В 5–6 верстах от Яновки жили помещики-евреи М-ские. Это была причудливая и сумасбродная семья. Старик Моисей Харитонович, лет 60, отличался воспитанием дворянского типа: говорил бегло по-французски, играл на рояле, знал кое-что из литературы. Левая рука у него была слабая, а правая годилась, по его словам, для концертов. Он ударял по клавишам старых клавесин запущенными ногтями, точно кастаньетами. Начав с полонеза Огинского, переходил незаметно на рапсодию Листа и сразу сползал на Молитву девы. Такие же скачки бывали у него и в разговоре. Неожиданно оборвав игру, старик подходил к зеркалу и, если никого поблизости не было, подпаливал папироской с разных сторон свою бороду, приводя ее таким образом в порядок. Курил он непрерывно, задыхаясь и как бы с отвращением. С женой своей, тяжелой старухой, не разговаривал уже лет 15. Сын его Давид, лет 35, с неизменной белой повязкой на лице и с красным подрагивающим глазом над повязкой, был неудачным самоубийцей. На военной службе нагрубил в строю офицеру. Тот ударил его. Давид дал офицеру пощечину, убежал в казарму и пытался застрелиться из винтовки. Пуля вышла через щеку, и оттого на ней неизменная белая повязка. Солдату грозила суровая расправа. Но в то время жив еще был родоначальник этой династии, старик Харитон, богатый, властный, малограмотный деспот. Он поднял на ноги всю губернию и добился для своего внука признания невменяемости. Может быть, впрочем, это было не так уж далеко от истины. Давид жил с тех пор с простреленной щекой и с паспортом сумасшедшего.
М-ские продолжали падать на моей памяти. В первые ранние мои годы Моисей Харитонович еще приезжал в фаэтоне, на хороших выездных лошадях. Совсем маленьким, мне, должно быть, было 4–5 лет, я был у М-ских со старшим братом. Сад был большой, хорошо поддерживался, в нем были даже павлины. Это диковинное существо с коронкой на капризной головке, с прекрасными зеркальцами на сказочном хвосте и со шпорами на ногах я видел впервые. Потом павлины исчезли, и с ними многое другое. Забор вокруг сада завалился. Скот выбил плодовые деревья и цветы. Моисей Харитонович приезжал в Яновку в фургоне, на лошадях крестьянского типа. Сыновья сделали попытку возродить имение, не по-пански, а по-мужицки. «Купим кляч, будем по утрам сами выезжать, как Бронштейн». «Ничего у них не выйдет», – говорил мой отец. За покупкой «кляч» отправлен был в Елизаветград на ярмарку Давид. Он ходил по ярмарке, присматривался к лошадям глазом кавалериста и отобрал тройку. В деревню он вернулся поздним вечером. Дом был полон гостей в легких летних нарядах. Абрам с лампой в руках вышел на крыльцо разглядывать лошадей. С ним вышли дамы, студенты, подростки. Давид сразу почувствовал себя в своей сфере и разъяснял преимущество каждой лошади и особенно той, которая, по его словам, походила на барышню. Абрам чесал снизу бороду и повторял: «Лошади-то хорошие…» Кончилось пикником. Давид снял с миловидной гостьи туфлю, налил в нее пива и поднес к губам.

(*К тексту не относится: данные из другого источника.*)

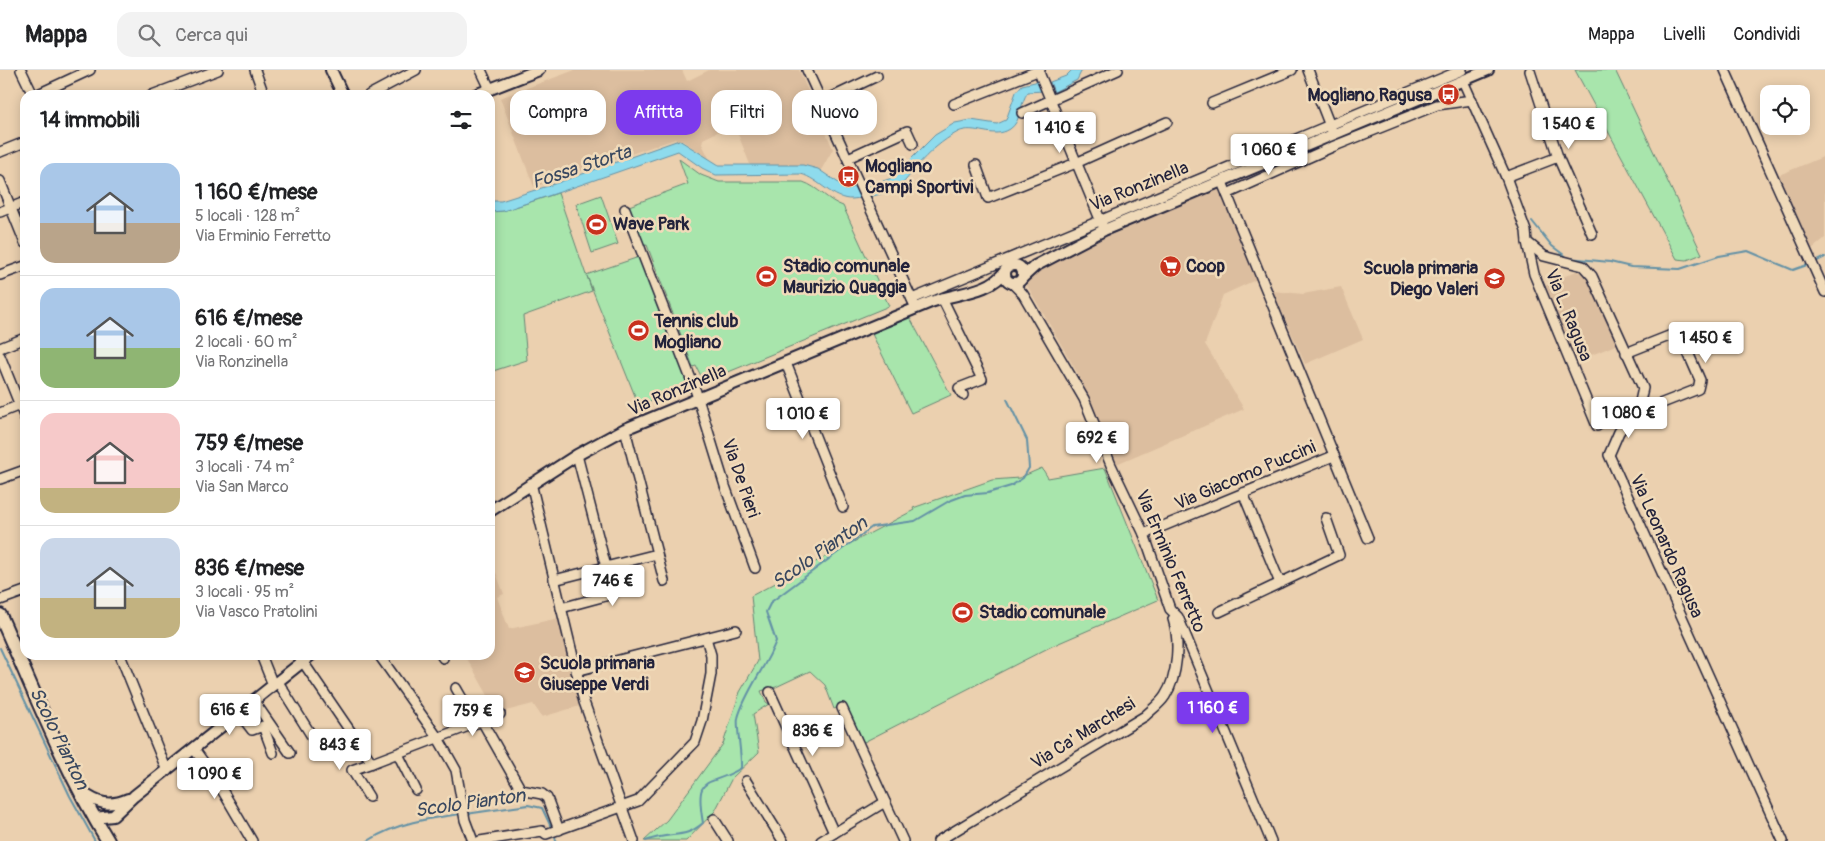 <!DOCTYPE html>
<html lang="it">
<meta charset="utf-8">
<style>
:root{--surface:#fff;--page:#f2f2f2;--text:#202124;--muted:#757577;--line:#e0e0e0;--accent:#7c3aed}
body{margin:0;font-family:Pangolin,sans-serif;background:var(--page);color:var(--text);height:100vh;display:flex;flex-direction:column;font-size:19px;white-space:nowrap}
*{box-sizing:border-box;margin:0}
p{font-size:16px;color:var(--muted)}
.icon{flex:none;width:28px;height:28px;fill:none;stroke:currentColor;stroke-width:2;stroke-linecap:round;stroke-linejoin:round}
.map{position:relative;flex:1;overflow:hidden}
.sheet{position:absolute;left:20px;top:20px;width:475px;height:570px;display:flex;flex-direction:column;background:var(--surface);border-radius:15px;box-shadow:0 2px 12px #0003}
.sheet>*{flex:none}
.guide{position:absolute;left:510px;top:20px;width:475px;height:45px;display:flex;gap:10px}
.fabs{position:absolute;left:1760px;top:15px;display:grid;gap:10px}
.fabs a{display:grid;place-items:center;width:50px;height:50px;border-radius:10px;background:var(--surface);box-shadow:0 2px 12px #0003;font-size:25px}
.price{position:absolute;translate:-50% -42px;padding:0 11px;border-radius:5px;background:#fff;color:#222;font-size:16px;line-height:32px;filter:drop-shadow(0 1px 2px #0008)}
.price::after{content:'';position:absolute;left:50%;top:30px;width:15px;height:11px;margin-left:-8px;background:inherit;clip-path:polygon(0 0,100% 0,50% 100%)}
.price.active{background:var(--accent);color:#fff}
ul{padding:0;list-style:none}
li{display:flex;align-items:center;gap:15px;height:125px;padding:0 20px}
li+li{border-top:1px solid var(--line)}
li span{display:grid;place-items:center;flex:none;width:140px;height:100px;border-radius:15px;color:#555}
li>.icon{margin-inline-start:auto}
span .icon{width:60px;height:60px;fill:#fffc;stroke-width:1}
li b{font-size:21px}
h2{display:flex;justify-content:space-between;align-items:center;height:60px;padding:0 20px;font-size:21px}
.chip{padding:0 18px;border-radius:15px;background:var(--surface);box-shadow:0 2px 12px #0003;font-size:18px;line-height:45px}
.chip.active{background:var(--accent);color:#fff}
header{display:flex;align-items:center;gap:30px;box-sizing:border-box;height:70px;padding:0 25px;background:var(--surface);border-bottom:1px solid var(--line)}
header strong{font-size:24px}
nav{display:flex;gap:28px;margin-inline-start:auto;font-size:18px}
.search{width:350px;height:45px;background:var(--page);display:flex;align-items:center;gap:12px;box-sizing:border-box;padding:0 18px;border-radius:15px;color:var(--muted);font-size:19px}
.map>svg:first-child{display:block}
.built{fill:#dcbe9f}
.green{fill:#a8e5ac;stroke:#658474}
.water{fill:#8edbed;stroke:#6391a6}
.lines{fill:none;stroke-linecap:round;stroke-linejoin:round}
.stream{stroke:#6391a6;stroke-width:2}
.minor-casing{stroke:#22223b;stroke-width:12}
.tertiary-casing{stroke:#22223b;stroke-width:14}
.primary-casing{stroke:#22223b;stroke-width:16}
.minor{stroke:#f0dab9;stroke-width:9}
.tertiary{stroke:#f0dab9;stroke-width:10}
.primary{stroke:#f0dab9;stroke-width:12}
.labels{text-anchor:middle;stroke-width:5;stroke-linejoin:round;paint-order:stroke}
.poi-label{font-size:18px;font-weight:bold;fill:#22223b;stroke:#f0dab9;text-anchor:start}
.street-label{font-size:18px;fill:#22223b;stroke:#f0dab9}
.water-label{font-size:19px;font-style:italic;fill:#38475f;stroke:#f0dab9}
</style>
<header>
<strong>Mappa</strong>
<div class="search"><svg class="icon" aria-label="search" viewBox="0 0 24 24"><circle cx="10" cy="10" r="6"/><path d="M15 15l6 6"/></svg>Cerca qui</div>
<nav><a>Mappa</a><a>Livelli</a><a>Condividi</a></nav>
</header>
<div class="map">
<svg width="1825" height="771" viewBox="0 0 1825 771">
<rect width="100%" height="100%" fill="#ebd0af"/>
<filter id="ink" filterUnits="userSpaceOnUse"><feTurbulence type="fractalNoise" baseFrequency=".02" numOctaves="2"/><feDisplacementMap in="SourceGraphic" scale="10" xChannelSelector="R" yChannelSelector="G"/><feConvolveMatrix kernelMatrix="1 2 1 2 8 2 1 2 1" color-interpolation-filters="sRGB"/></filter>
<g filter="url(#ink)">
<!-- built -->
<g class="built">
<path d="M 575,0 L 682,0 L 687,11 L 709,0 L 799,0 L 833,79 L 820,102 L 751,97 L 734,54 L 703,69 L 702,74 L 710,90 L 683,71 L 675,69 L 534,117 L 500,28 Z"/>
<path d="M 1825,86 L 1825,168 L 1811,180 L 1779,105 Z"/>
<path d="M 1229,115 L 1266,205 L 1223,225 L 1205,274 L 1244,339 L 1114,395 L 1078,304 L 1025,212 L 1026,201 Z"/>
<path d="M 1576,201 L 1583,203 L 1588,209 L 1618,274 L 1577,291 L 1545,216 Z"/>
<path d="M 1341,217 L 1363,269 L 1305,294 L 1273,221 L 1303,224 Z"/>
<path d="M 490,502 L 491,505 L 496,503 L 504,524 L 497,527 L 509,559 L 559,548 L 583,635 L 542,647 L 533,634 L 498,643 L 465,585 L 490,585 Z"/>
</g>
<!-- green -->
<g class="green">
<path d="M 1575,0 L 1615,0 L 1702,184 L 1687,190 L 1677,189 Z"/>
<path d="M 679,89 L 701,105 L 719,112 L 803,112 C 818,117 828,131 843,136 L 889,236 L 704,312 L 696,296 L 693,297 L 647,175 L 643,176 L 629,136 L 688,114 Z"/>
<path d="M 558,123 L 586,205 L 639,187 L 689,316 L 639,336 L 587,206 L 592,221 L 523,246 L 527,290 L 490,302 L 490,142 L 503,141 Z"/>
<path d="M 601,125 L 618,174 L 592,183 L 576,134 Z"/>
<path d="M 909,246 L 951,325 L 911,343 L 871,262 Z"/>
<path d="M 1042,398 L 1048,408 L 1105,398 L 1158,530 L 1052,576 L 862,673 L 844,634 L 834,639 L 825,615 L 810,601 L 776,617 L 761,621 L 766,632 L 769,634 L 753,644 L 759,682 L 732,708 L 715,741 L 686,771 L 644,771 L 667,750 L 723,674 L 740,622 L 758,591 L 751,526 L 914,440 L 913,438 L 992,410 L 1019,408 Z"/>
</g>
<!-- water -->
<g class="water">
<path d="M 1072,0 L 1082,0 L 1077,10 L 1054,22 L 1050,12 L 1066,6 Z"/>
<path d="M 1039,11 L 1043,21 L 1028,22 C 1019,34 1022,51 1010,59 C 993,70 975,54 958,62 C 943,70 928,83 917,96 C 911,102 907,111 899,116 C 887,124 866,128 852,129 C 833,130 819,109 801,104 L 716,105 L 702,98 L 678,81 L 557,123 L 503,141 L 490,142 L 490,131 L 501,131 L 554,114 L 679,70 L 719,95 L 803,95 L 818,99 L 846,118 L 869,116 L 892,108 L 935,65 L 955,53 L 971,50 L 997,54 L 1006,50 L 1016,22 L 1022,15 Z"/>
</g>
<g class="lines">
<!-- stream -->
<g class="stream">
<path d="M 1532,151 L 1552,176 L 1568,188 L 1610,192 L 1631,197 L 1680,199 L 1719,186 L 1748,181 L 1793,200 L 1810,194"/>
<path d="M 1815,192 L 1825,187"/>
<path d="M 0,578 L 70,726 L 95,771"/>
<path d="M 466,744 L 528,735 L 542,738 L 552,759"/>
<path d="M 554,763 L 556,771"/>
<path d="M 368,771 C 395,753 430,748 461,744"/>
<path d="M 646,771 C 673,760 682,771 703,753 C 694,701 708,719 741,698 C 742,686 736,654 738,648 C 745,622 766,597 776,571 L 766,542 L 771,532 L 872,457 L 915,451 L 949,431 L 965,425 L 988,423 L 1011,416 L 1023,408 L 1029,398 L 1027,370 L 1007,329"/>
</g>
<defs>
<g id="minor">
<path d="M 21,0 L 33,25"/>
<path d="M 255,0 L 264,25"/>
<path d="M 481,0 L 490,19"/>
<path d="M 807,0 L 914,234"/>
<path d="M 1038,0 L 1102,154"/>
<path d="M 1308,0 L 1332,61"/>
<path d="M 1725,0 L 1825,222"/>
<path d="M 1530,1 L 1558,87 L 1592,164"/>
<path d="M 1463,11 L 1506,107 L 1526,161 L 1527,172 L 1544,186 L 1583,196 L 1592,206 L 1643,318 L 1639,336 L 1619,362 L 1609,385 L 1783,771"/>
<path d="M 36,25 L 90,0"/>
<path d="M 152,25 L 218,0"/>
<path d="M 369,25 L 416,0"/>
<path d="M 822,32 L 877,6"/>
<path d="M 1212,33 L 1292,0"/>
<path d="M 954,34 L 1040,0"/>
<path d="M 1022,43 L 1118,0"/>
<path d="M 0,82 L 25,72"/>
<path d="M 848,88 L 907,61 L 913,74"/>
<path d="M 976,95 L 988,128 L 1076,93 L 1167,52"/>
<path d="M 1506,107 L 1558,87"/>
<path d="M 0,111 L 25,173"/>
<path d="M 1222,112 L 1368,468"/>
<path d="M 1227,124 L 1332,77 L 1437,35 L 1472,30"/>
<path d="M 625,139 L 696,322 L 725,416 L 755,498"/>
<path d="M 0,142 L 25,132"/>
<path d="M 1527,172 L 1534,204 L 1597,356"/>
<path d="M 0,205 L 25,196"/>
<path d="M 1013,214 L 1023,224 L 1084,329 L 1111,395 L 1144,464 L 1170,539 L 1178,547 L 1271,771"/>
<path d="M 942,228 L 982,309 L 959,318 L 963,325"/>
<path d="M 912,229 L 1462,0"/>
<path d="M 0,278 L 25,268"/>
<path d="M 1626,283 L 1679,262 L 1700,310 L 1698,319 L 1647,339 L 1639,336"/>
<path d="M 0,286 L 25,348"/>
<path d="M 786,293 L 843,437"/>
<path d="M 0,343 L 25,333"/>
<path d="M 625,359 L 664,511"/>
<path d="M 0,409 L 25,400"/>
<path d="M 531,413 L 584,632 L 634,771"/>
<path d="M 1243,423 L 1280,513"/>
<path d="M 1144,464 L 1331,387"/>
<path d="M 554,510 L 657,484"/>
<path d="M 0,530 L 25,521"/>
<path d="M 561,538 L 613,524 L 577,385"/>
<path d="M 1219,542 L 1339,485 L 1326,448"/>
<path d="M 120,585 L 167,701"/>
<path d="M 261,585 L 273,615"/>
<path d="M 379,585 L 438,668 L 456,700 L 465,750 L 473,771"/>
<path d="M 441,585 L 443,588"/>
<path d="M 303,592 L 372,693 L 500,644"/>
<path d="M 576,601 L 736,560"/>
<path d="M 278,612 L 323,684"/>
<path d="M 456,618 L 476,653"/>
<path d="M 770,622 L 834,763"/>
<path d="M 254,631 L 290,683"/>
<path d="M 842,638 L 903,771"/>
<path d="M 239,643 L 252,660 L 263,656 L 273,683"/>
<path d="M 482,651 L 521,720 L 542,724 L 547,728 L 559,760"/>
<path d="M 194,679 L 215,708 L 252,771"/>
<path d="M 398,684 L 416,720"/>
<path d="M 746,711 L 783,771"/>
<path d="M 369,727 L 352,700 L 372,693"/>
<path d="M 714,749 L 728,771"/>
<path d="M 480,771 L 542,761 L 546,764 L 638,731 L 695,672 L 702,651 L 711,604 L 711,585 L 706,568"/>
<path d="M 821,771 L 885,732"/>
<path d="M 938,771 L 1145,646 C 1151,640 1160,634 1165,626 C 1178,606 1180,571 1173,549"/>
</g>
<g id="tertiary">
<path d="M 331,0 L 343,25"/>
<path d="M 475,25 L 539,0"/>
<circle cx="1014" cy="204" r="9"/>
<path d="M 1023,207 L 1035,196 L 1104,160 L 1488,0"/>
<path d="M 490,441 L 577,385 L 625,359 L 931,232 C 954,223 991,223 1005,201"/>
<path d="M 82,722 C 98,734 110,737 128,729"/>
<path d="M 94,748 L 113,746 L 134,726 L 311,585"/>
</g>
<path id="primary" d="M 0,545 C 34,621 64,699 108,771"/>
</defs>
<!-- minor casing -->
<use href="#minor" class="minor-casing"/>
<!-- tertiary casing -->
<use href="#tertiary" class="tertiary-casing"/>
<!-- primary casing -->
<use href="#primary" class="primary-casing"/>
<!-- minor -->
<use href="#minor" class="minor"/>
<!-- tertiary -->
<use href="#tertiary" class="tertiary"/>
<!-- primary -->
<use href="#primary" class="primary"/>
</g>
</g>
<!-- icons -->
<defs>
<symbol id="bus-disc" viewBox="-11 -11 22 22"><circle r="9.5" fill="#c8321e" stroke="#f0dab9"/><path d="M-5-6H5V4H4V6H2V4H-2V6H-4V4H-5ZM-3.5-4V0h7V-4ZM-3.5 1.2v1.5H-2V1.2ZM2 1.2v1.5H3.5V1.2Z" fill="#fff"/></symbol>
<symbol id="stadium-disc" viewBox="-11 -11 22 22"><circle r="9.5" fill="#c8321e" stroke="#f0dab9"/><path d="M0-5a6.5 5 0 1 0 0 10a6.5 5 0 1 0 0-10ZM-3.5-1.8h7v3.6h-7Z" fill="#fff"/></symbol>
<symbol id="supermarket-disc" viewBox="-11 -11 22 22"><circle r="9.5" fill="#c8321e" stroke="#f0dab9"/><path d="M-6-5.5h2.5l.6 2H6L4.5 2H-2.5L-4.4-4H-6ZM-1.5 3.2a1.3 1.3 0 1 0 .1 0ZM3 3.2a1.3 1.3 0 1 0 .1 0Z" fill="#fff"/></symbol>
<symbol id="school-disc" viewBox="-11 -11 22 22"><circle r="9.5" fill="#c8321e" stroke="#f0dab9"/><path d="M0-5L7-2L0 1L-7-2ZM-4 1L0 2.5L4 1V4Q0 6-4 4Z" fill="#fff"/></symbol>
</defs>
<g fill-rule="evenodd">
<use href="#bus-disc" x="1436" y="12" width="25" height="25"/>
<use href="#bus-disc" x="836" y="94" width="25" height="25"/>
<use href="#stadium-disc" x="584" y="142" width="25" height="25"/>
<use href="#supermarket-disc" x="1158" y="184" width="25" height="25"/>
<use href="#stadium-disc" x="754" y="194" width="25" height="25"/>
<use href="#school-disc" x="1482" y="196" width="25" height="25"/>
<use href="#stadium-disc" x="626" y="248" width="25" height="25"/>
<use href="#stadium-disc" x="950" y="530" width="25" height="25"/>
<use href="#school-disc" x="512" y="590" width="25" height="25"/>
</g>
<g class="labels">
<!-- poi labels -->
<g class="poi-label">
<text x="1432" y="31" text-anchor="end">Mogliano Ragusa</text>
<text x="865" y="102">Mogliano<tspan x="865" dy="21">Campi Sportivi</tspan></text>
<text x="613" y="160">Wave Park</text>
<text x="783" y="202">Stadio comunale<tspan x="783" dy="21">Maurizio Quaggia</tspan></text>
<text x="1186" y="202">Coop</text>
<text x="1478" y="204" text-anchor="end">Scuola primaria<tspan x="1478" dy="21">Diego Valeri</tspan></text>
<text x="654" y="257">Tennis club<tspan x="654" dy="21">Mogliano</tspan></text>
<text x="979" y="548">Stadio comunale</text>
<text x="540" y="599">Scuola primaria<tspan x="540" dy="21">Giuseppe Verdi</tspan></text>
</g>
<!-- street labels -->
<g class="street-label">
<text transform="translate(1139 116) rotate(-22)" y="6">Via Ronzinella</text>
<text transform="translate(1569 245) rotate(68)" y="6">Via L. Ragusa</text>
<text transform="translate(677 320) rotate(-23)" y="6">Via Ronzinella</text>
<text transform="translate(1245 405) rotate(-23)" y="6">Via Giacomo Puccini</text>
<text transform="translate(741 408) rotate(71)" y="6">Via De Pieri</text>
<text transform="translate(1667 476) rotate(66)" y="6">Via Leonardo Ragusa</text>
<text transform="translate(1171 491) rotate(67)" y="6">Via Erminio Ferretto</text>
<text transform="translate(1083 663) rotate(-32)" y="6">Via Ca' Marchesi</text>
</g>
<!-- water labels -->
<g class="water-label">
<text transform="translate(581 96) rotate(-18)" y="7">Fossa Storta</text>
<text transform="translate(819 482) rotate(-35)" y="7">Scolo Pianton</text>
<text transform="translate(60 668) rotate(64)" y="7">Scolo Pianton</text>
<text transform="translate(470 732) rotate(-8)" y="7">Scolo Pianton</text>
</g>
</g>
</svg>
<div class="fabs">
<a><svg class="icon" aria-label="locate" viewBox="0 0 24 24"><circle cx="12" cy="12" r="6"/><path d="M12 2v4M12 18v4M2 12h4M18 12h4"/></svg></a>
</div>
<b class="price" style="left:1569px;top:80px">1 540 €</b>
<b class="price" style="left:1060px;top:84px">1 410 €</b>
<b class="price" style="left:1269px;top:106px">1 060 €</b>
<b class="price" style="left:1706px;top:294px">1 450 €</b>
<b class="price" style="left:1629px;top:369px">1 080 €</b>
<b class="price" style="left:803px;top:370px">1 010 €</b>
<b class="price" style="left:1097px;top:394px">692 €</b>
<b class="price" style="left:613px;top:537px">746 €</b>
<b class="price active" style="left:1213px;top:664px">1 160 €</b>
<b class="price" style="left:230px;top:666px">616 €</b>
<b class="price" style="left:473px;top:667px">759 €</b>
<b class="price" style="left:813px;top:687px">836 €</b>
<b class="price" style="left:340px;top:701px">843 €</b>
<b class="price" style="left:215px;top:730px">1 090 €</b>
<div class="guide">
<a class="chip">Compra</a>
<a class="chip active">Affitta</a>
<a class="chip">Filtri</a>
<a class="chip">Nuovo</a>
</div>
<section class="sheet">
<h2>14 immobili<svg class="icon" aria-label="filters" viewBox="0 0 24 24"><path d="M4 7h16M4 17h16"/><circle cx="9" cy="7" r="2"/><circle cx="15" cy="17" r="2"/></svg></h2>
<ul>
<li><span style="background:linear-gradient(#a9c7e8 60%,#b9a48a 0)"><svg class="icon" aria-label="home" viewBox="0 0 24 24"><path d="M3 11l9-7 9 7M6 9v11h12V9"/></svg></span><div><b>1 160 €/mese</b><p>5 locali · 128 m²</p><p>Via Erminio Ferretto</p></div></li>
<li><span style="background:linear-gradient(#a9c7e8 60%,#8fb573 0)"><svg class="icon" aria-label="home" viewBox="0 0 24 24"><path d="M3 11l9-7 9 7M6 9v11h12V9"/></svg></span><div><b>616 €/mese</b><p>2 locali · 60 m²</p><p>Via Ronzinella</p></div></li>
<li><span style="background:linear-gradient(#f6c9c9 75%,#c2b280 0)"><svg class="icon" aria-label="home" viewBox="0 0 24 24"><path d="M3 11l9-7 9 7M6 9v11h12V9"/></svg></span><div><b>759 €/mese</b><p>3 locali · 74 m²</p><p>Via San Marco</p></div></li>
<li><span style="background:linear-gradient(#c9d6e8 60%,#c2b280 0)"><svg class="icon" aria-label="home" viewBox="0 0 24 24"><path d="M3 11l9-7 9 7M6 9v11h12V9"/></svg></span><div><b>836 €/mese</b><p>3 locali · 95 m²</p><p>Via Vasco Pratolini</p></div></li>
</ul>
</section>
</div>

– Неужели вы будете пить? – спрашивала та, вспыхнув не то от испуга, не то от восхищенья.
– Если я в себя стрелять не побоялся… – ответил герой и опрокинул туфлю в рот.
– Ты бы уж лучше не хвалился своими подвигами, – неожиданно откликнулась всегда молчавшая мать, большая рыхлая женщина, на которой лежало хозяйство.
– Это у вас озимая пшеница? – спрашивает Абрам М-ский моего отца, чтоб показать свою деловитость.
– Та вже ж не яровая.
– Никополька?
– Та у меня ж озимая.
– Я знаю, что озимая, только какой породы: никополька или гирка?
– Та я щось не чув, чтоб была озимая никополька. Може у кого е, а у меня нема. У меня сандомирка.
Так из этого усилия ничего и не вышло. Через год земля снова сдана была в аренду моему отцу.
Особую группу составляли немцы-колонисты. Среди них были прямо богачи. Семейный уклад у них жестче, сыновья редко посылались в город, девушки обычно работали в поле. В то же время дома у них были из кирпича, под зеленой и красной железной крышей, лошади породистые, сбруя исправная, рессорные повозки так и назывались немецкими фургонами. Ближайшим к нам был Иван Иванович Дорн, подвижной толстяк, в полуботинках на босую ногу, с дублеными щеками в щетине, с проседью, всегда на прекрасном фургоне, расписанном яркими цветами и запряженном вороными жеребцами, которые били копытами землю. Таких Дорнов было немало. Над ними высилась фигура Фальцфейна, овечьего короля, степного Канитферштана.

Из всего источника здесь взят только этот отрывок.